* [Activity]
Search the records for lines with the word "labels" and copy each match.
[[ Data provided open ]]
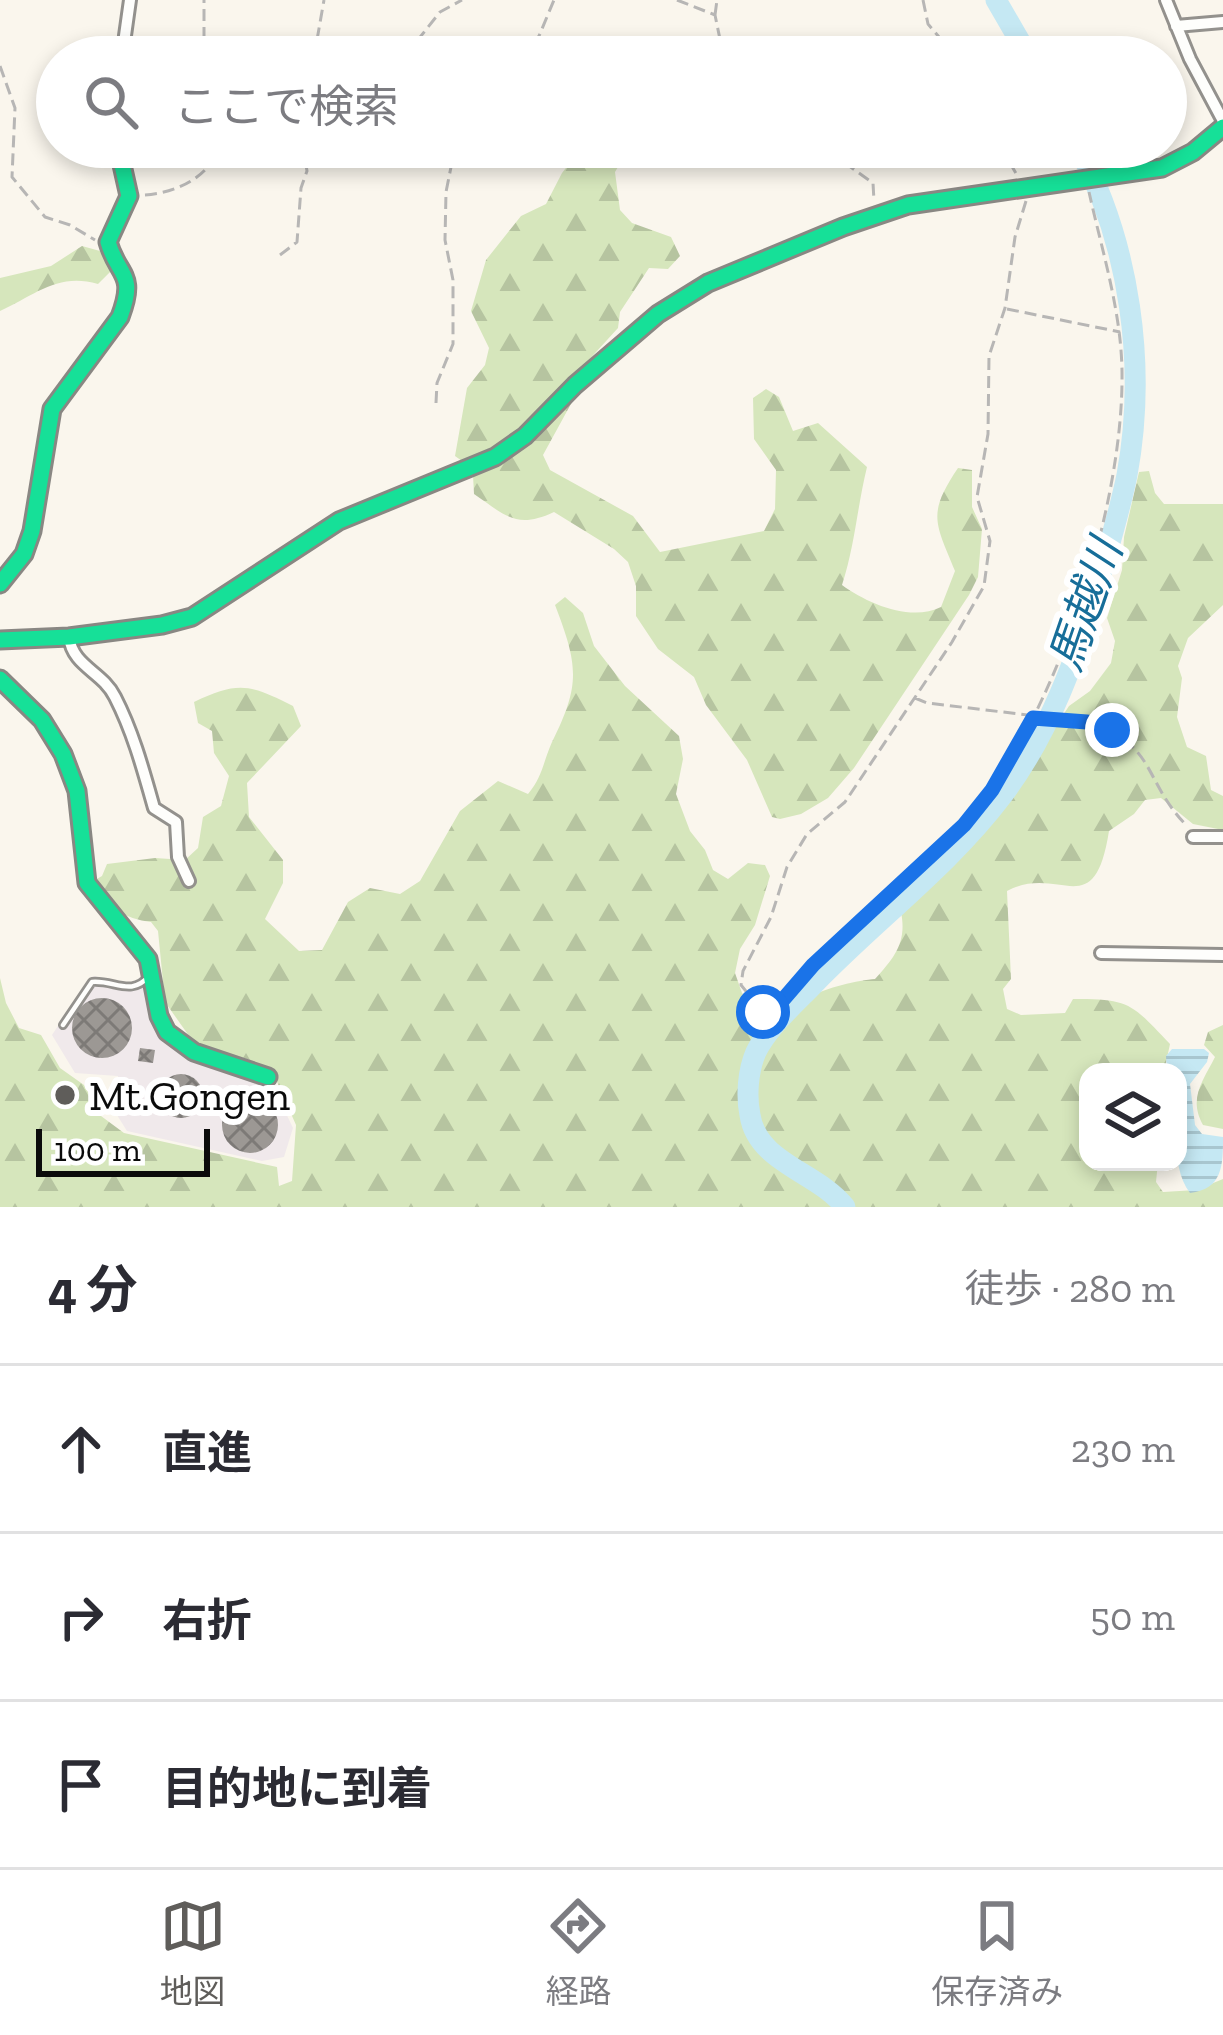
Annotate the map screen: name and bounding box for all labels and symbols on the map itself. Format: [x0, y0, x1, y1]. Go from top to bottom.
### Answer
water label: 馬越川 [1038, 529, 1135, 678]
route end [1085, 703, 1139, 757]
route start [736, 985, 790, 1039]
place label: Mt.Gongen [89, 1070, 290, 1121]
marker: Mt.Gongen [52, 1082, 78, 1108]
scale bar [36, 1123, 210, 1176]

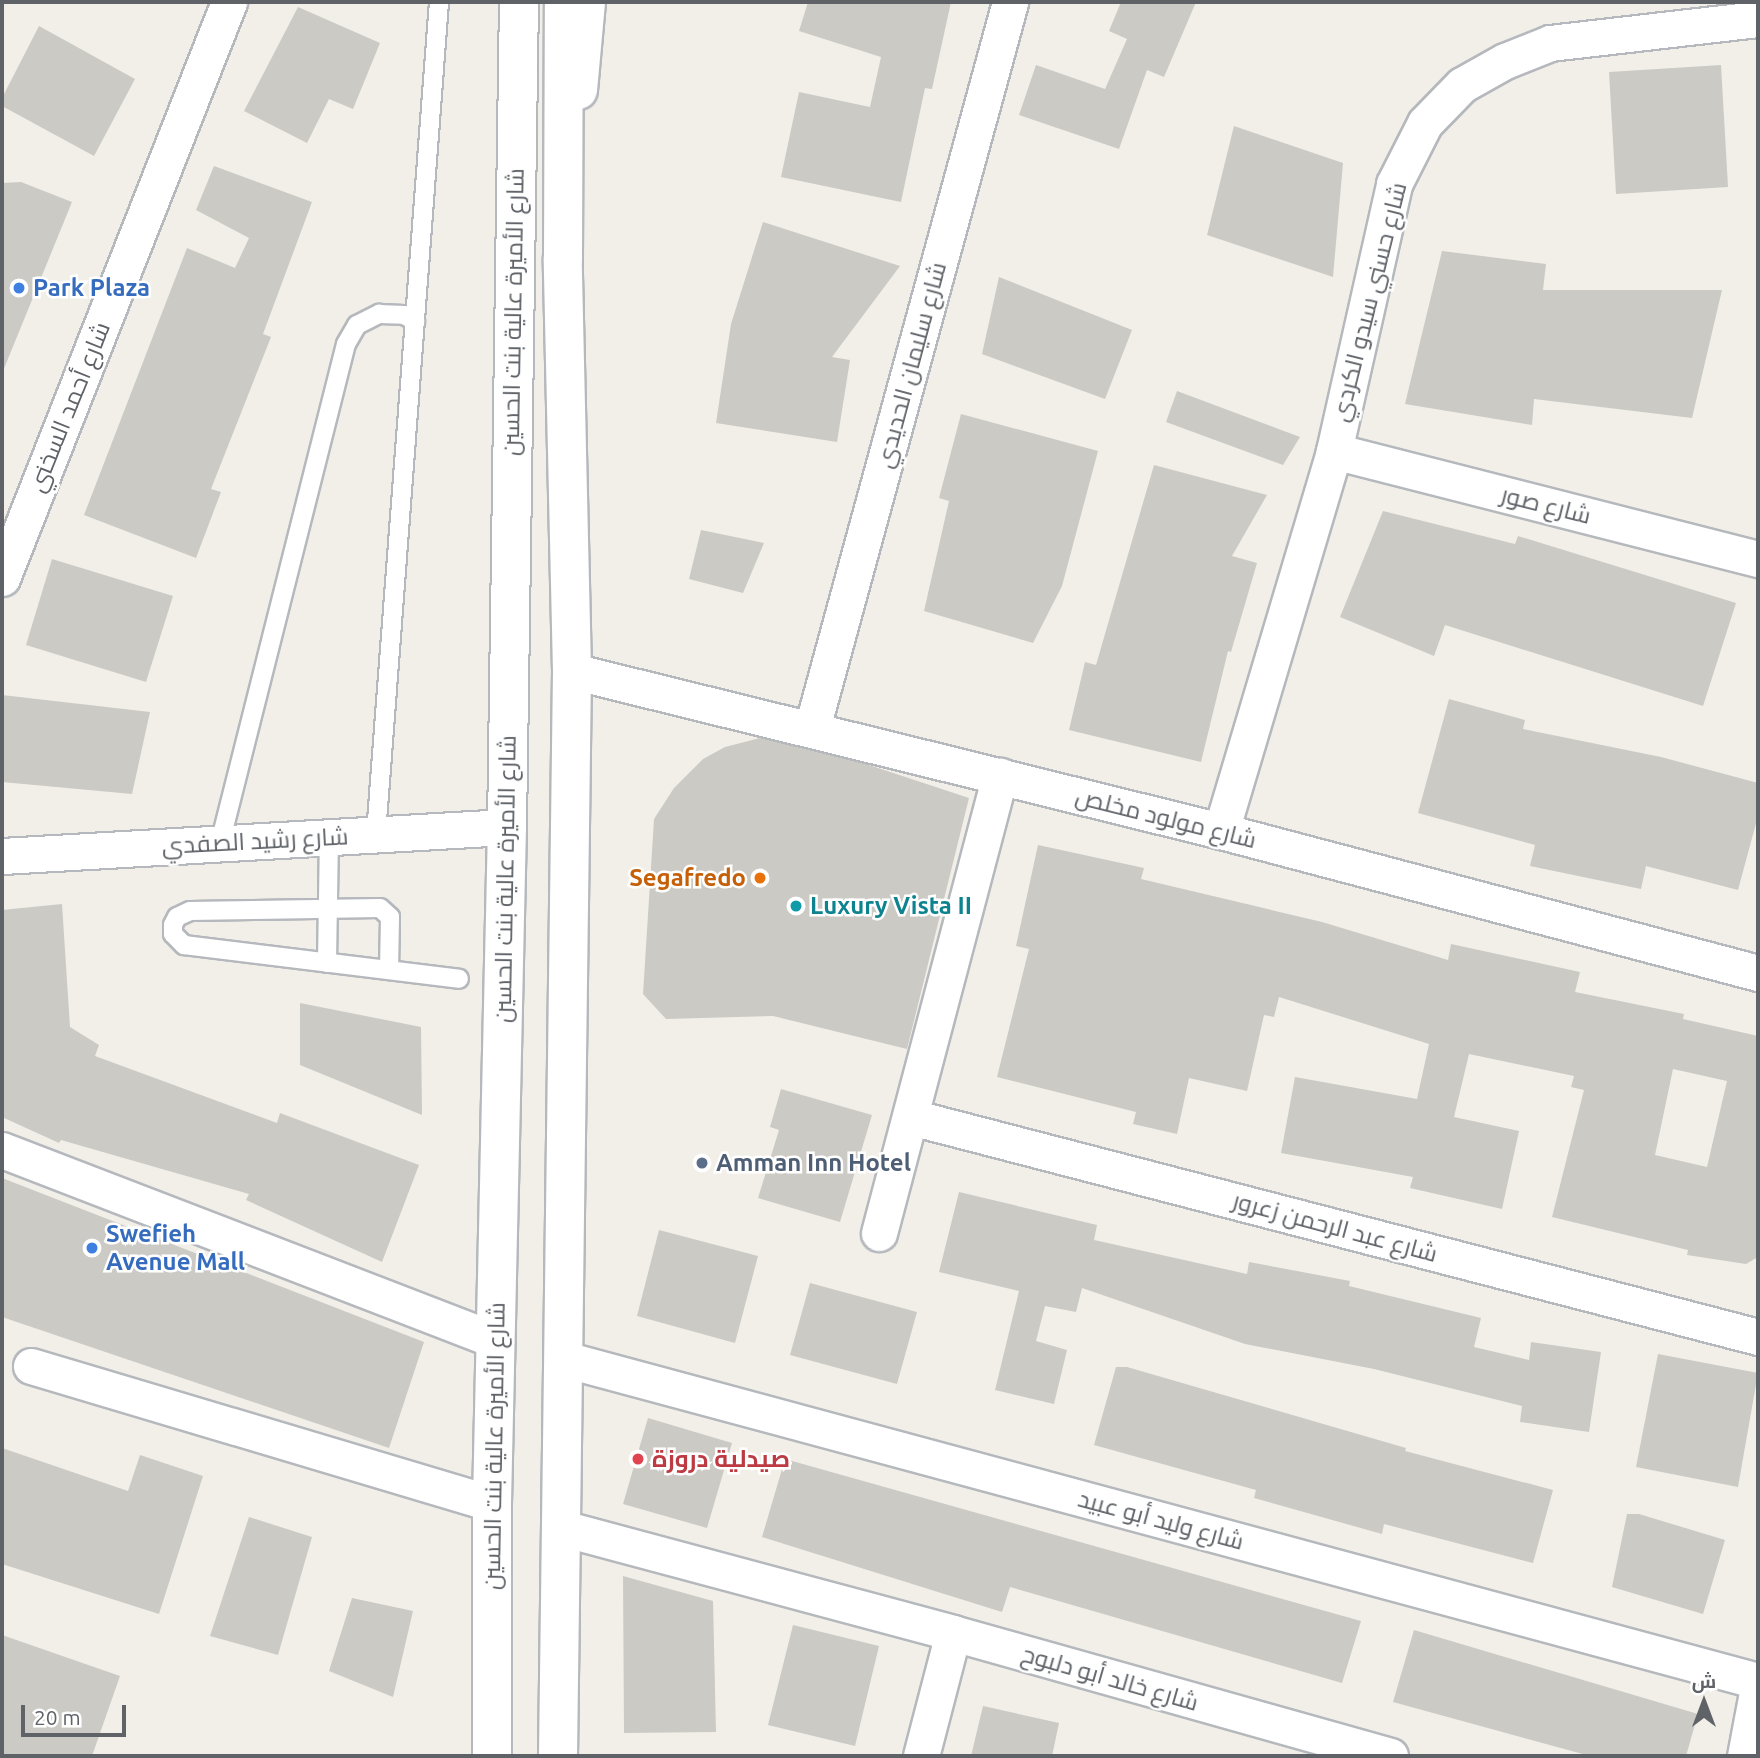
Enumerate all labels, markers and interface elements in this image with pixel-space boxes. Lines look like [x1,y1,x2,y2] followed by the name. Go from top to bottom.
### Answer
[496,168,530,456] street label: شارع الأميرة عالية بنت الحسين
[1325,179,1413,425] street label: شارع حسني سيدو الكردي
[870,259,952,471] street label: شارع سليمان الحديدي
[33,274,150,302] place label: Park Plaza
[11,280,27,296] marker: Park Plaza
[22,318,116,496] street label: شارع أحمد السخني
[1498,480,1594,530] street label: شارع صور
[488,735,522,1023] street label: شارع الأميرة عالية بنت الحسين
[1073,782,1259,854] street label: شارع مولود مخلص
[161,822,349,860] street label: شارع رشيد الصفدي
[629,864,746,892] place label: Segafredo
[752,870,768,886] marker: Segafredo
[810,892,972,920] place label: Luxury Vista II
[788,898,804,914] marker: Luxury Vista II
[716,1149,911,1177] place label: Amman Inn Hotel
[694,1155,710,1171] marker: Amman Inn Hotel
[1229,1186,1441,1268] street label: شارع عبد الرحمن زعرور
[106,1220,245,1276] place label: Swefieh Avenue Mall
[84,1240,100,1256] marker: Swefieh Avenue Mall
[477,1302,511,1590] street label: شارع الأميرة عالية بنت الحسين
[652,1445,790,1473] place label: صيدلية دروزة
[630,1451,646,1467] marker: صيدلية دروزة
[1075,1484,1247,1556] street label: شارع وليد أبو عبيد
[1018,1639,1202,1717] street label: شارع خالد أبو دلبوح
[1669,1667,1739,1737] north arrow
[1692,1670,1716,1692] text: ش
[24,1692,130,1736] scale bar
[34,1705,81,1729] text: 20 m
[[ Data provided closed ]]
* [Task response]
Annotate the map screen: name and bounding box for all labels and symbols on the map itself. Format: [x0, y0, x1, y1]. Go from top to bottom.
Enumerate all labels, markers and interface elements in this image with pixel-space boxes. Lines look like [x1,y1,x2,y2] followed by the name. Go from top to bottom.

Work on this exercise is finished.